◆ DATA LISTING:
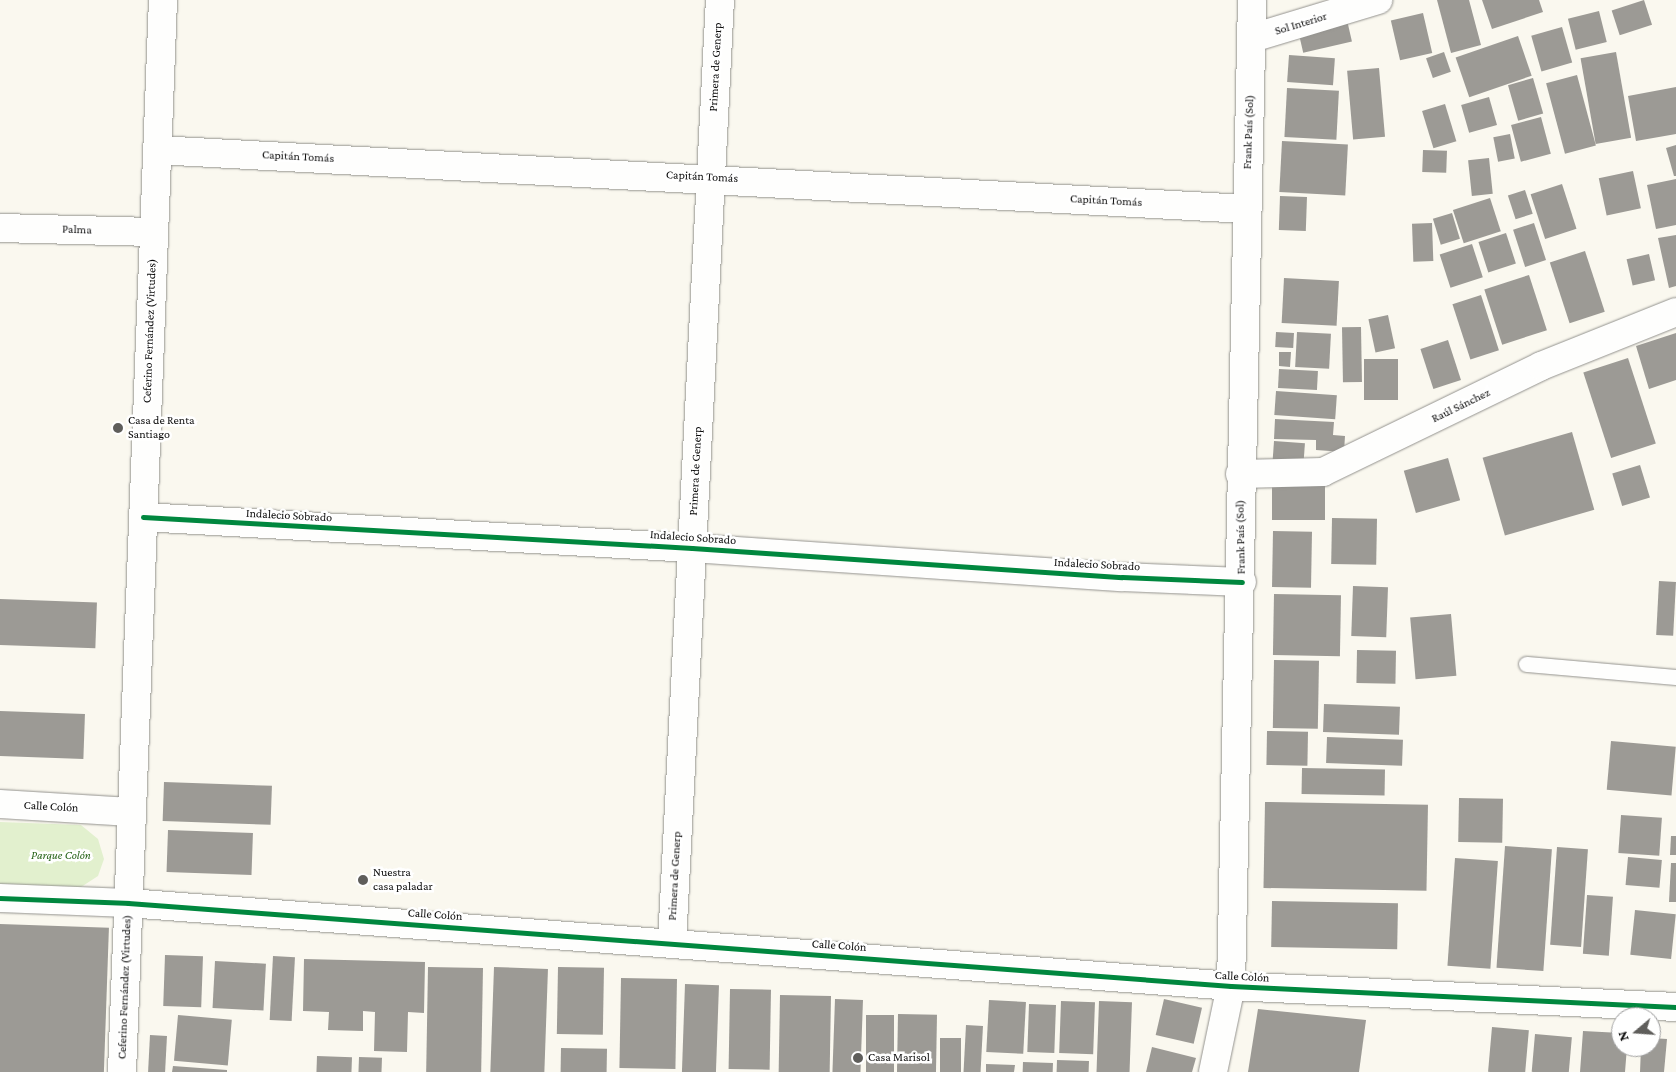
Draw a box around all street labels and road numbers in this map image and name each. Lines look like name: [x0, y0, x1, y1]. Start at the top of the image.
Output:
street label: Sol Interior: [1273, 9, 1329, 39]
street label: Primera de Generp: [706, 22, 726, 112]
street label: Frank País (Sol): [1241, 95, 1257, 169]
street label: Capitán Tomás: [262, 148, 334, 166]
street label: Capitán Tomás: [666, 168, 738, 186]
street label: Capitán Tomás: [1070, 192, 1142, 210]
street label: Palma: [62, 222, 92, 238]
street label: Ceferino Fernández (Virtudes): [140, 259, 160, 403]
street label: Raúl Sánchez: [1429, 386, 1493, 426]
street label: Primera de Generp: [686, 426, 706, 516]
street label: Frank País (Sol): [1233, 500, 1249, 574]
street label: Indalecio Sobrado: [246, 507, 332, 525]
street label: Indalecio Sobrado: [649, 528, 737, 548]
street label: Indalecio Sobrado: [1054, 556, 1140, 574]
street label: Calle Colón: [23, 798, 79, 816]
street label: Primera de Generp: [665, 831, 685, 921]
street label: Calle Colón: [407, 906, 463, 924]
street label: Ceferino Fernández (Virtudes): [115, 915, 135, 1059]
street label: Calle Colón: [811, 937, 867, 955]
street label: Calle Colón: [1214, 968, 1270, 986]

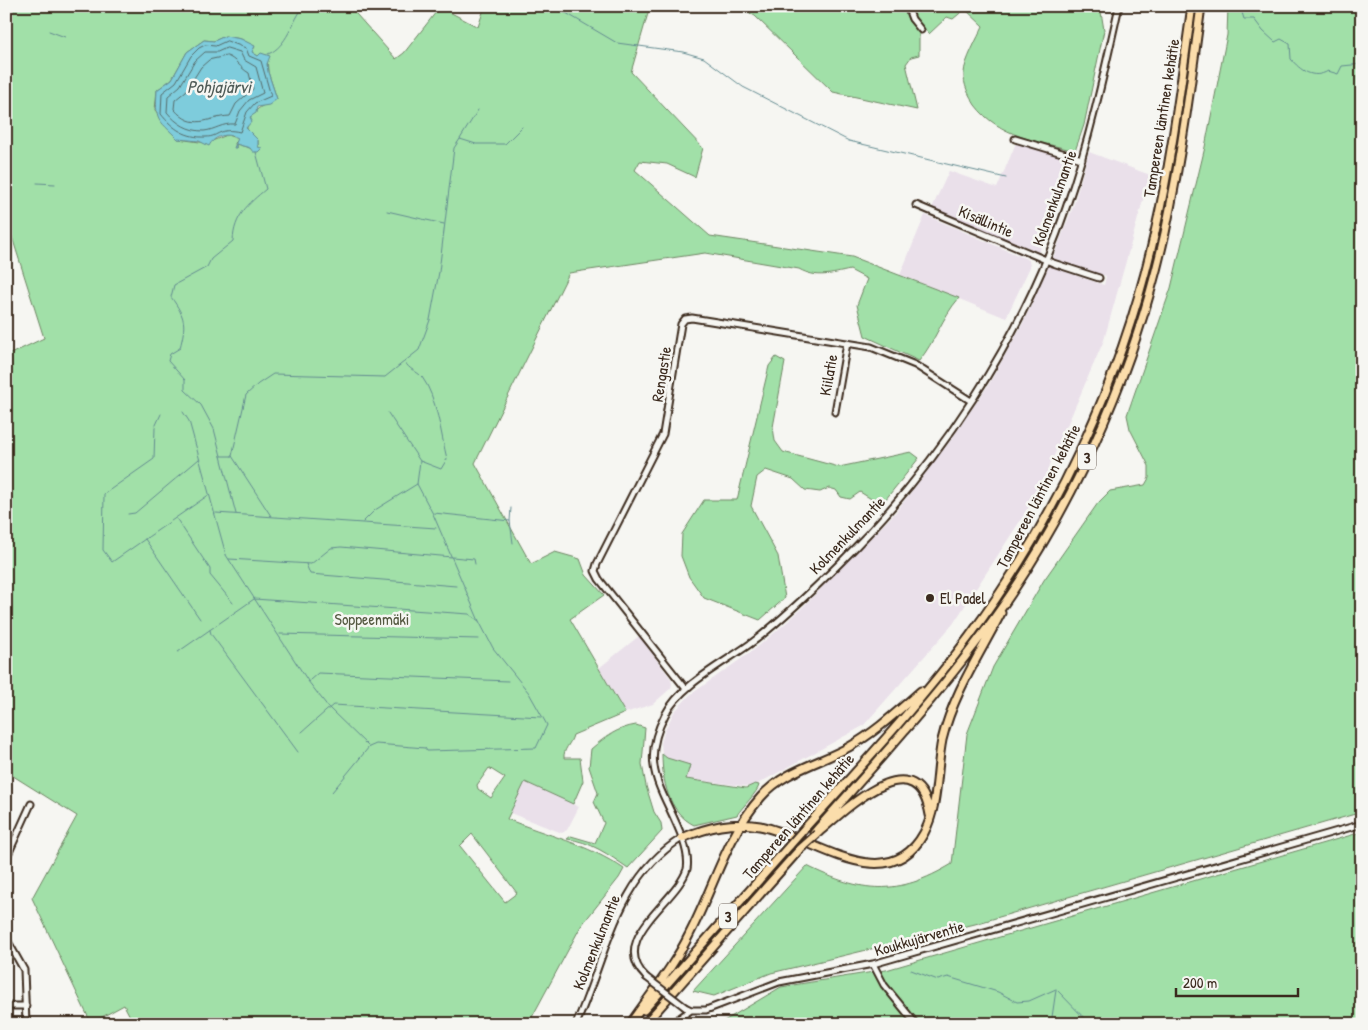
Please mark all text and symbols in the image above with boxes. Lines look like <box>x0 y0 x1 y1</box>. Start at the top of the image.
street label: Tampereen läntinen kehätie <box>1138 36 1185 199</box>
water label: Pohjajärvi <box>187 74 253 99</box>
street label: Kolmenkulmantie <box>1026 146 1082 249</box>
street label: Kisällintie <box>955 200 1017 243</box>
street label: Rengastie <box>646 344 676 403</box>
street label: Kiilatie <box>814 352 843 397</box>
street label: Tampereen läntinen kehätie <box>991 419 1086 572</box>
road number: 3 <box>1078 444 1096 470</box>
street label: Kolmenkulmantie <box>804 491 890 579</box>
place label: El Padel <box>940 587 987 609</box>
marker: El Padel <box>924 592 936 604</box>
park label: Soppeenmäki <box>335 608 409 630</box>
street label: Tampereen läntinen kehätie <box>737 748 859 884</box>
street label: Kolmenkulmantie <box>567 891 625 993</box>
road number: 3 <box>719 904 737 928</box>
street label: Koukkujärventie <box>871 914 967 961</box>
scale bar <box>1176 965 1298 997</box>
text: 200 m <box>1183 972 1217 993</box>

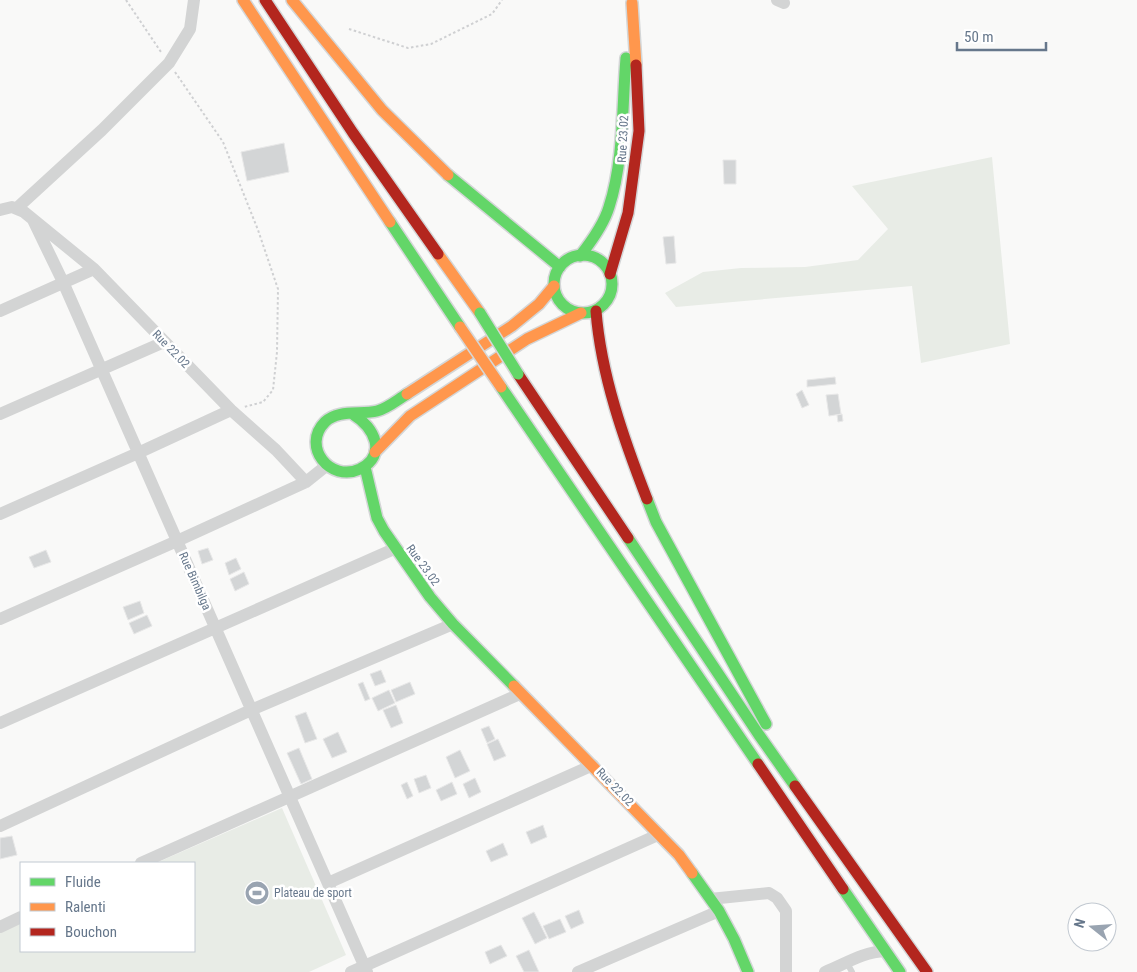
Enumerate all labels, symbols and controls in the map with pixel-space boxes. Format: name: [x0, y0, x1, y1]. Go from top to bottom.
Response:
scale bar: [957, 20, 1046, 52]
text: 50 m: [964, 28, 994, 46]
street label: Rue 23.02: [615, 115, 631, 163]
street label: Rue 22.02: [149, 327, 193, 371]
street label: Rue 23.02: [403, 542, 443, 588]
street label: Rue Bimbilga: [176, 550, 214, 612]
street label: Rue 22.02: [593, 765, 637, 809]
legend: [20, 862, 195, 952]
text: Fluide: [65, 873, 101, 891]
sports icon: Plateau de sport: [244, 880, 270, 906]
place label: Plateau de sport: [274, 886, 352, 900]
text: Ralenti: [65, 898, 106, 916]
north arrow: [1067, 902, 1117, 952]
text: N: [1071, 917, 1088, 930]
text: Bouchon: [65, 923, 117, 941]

◆ TASK INSTRUCTIONS: With the pictures set aside, please write out all of the records above exactly.

◆ EXPECTED ANSWER:
Draw a box around all street labels and road numbers in this map image and name each. Lines look like name: [x0, y0, x1, y1]. Start at the top of the image.
Output:
street label: Sol Interior: [1273, 9, 1329, 39]
street label: Primera de Generp: [706, 22, 726, 112]
street label: Frank País (Sol): [1241, 95, 1257, 169]
street label: Capitán Tomás: [262, 148, 334, 166]
street label: Capitán Tomás: [666, 168, 738, 186]
street label: Capitán Tomás: [1070, 192, 1142, 210]
street label: Palma: [62, 222, 92, 238]
street label: Ceferino Fernández (Virtudes): [140, 259, 160, 403]
street label: Raúl Sánchez: [1429, 386, 1493, 426]
street label: Primera de Generp: [686, 426, 706, 516]
street label: Frank País (Sol): [1233, 500, 1249, 574]
street label: Indalecio Sobrado: [246, 507, 332, 525]
street label: Indalecio Sobrado: [649, 528, 737, 548]
street label: Indalecio Sobrado: [1054, 556, 1140, 574]
street label: Calle Colón: [23, 798, 79, 816]
street label: Primera de Generp: [665, 831, 685, 921]
street label: Calle Colón: [407, 906, 463, 924]
street label: Ceferino Fernández (Virtudes): [115, 915, 135, 1059]
street label: Calle Colón: [811, 937, 867, 955]
street label: Calle Colón: [1214, 968, 1270, 986]

Please mark all text and symbols in the image above with boxes. Lines look like <box>x0 y0 x1 y1</box>. Start at the top of the image.
street label: Tampereen läntinen kehätie <box>1138 36 1185 199</box>
water label: Pohjajärvi <box>187 74 253 99</box>
street label: Kolmenkulmantie <box>1026 146 1082 249</box>
street label: Kisällintie <box>955 200 1017 243</box>
street label: Rengastie <box>646 344 676 403</box>
street label: Kiilatie <box>814 352 843 397</box>
street label: Tampereen läntinen kehätie <box>991 419 1086 572</box>
road number: 3 <box>1078 444 1096 470</box>
street label: Kolmenkulmantie <box>804 491 890 579</box>
place label: El Padel <box>940 587 987 609</box>
marker: El Padel <box>924 592 936 604</box>
park label: Soppeenmäki <box>335 608 409 630</box>
street label: Tampereen läntinen kehätie <box>737 748 859 884</box>
street label: Kolmenkulmantie <box>567 891 625 993</box>
road number: 3 <box>719 904 737 928</box>
street label: Koukkujärventie <box>871 914 967 961</box>
scale bar <box>1176 965 1298 997</box>
text: 200 m <box>1183 972 1217 993</box>

Enumerate all labels, symbols and controls in the map with pixel-space boxes. Format: name: [x0, y0, x1, y1]. Go from top to bottom.
Response:
scale bar: [957, 20, 1046, 52]
text: 50 m: [964, 28, 994, 46]
street label: Rue 23.02: [615, 115, 631, 163]
street label: Rue 22.02: [149, 327, 193, 371]
street label: Rue 23.02: [403, 542, 443, 588]
street label: Rue Bimbilga: [176, 550, 214, 612]
street label: Rue 22.02: [593, 765, 637, 809]
legend: [20, 862, 195, 952]
text: Fluide: [65, 873, 101, 891]
sports icon: Plateau de sport: [244, 880, 270, 906]
place label: Plateau de sport: [274, 886, 352, 900]
text: Ralenti: [65, 898, 106, 916]
north arrow: [1067, 902, 1117, 952]
text: N: [1071, 917, 1088, 930]
text: Bouchon: [65, 923, 117, 941]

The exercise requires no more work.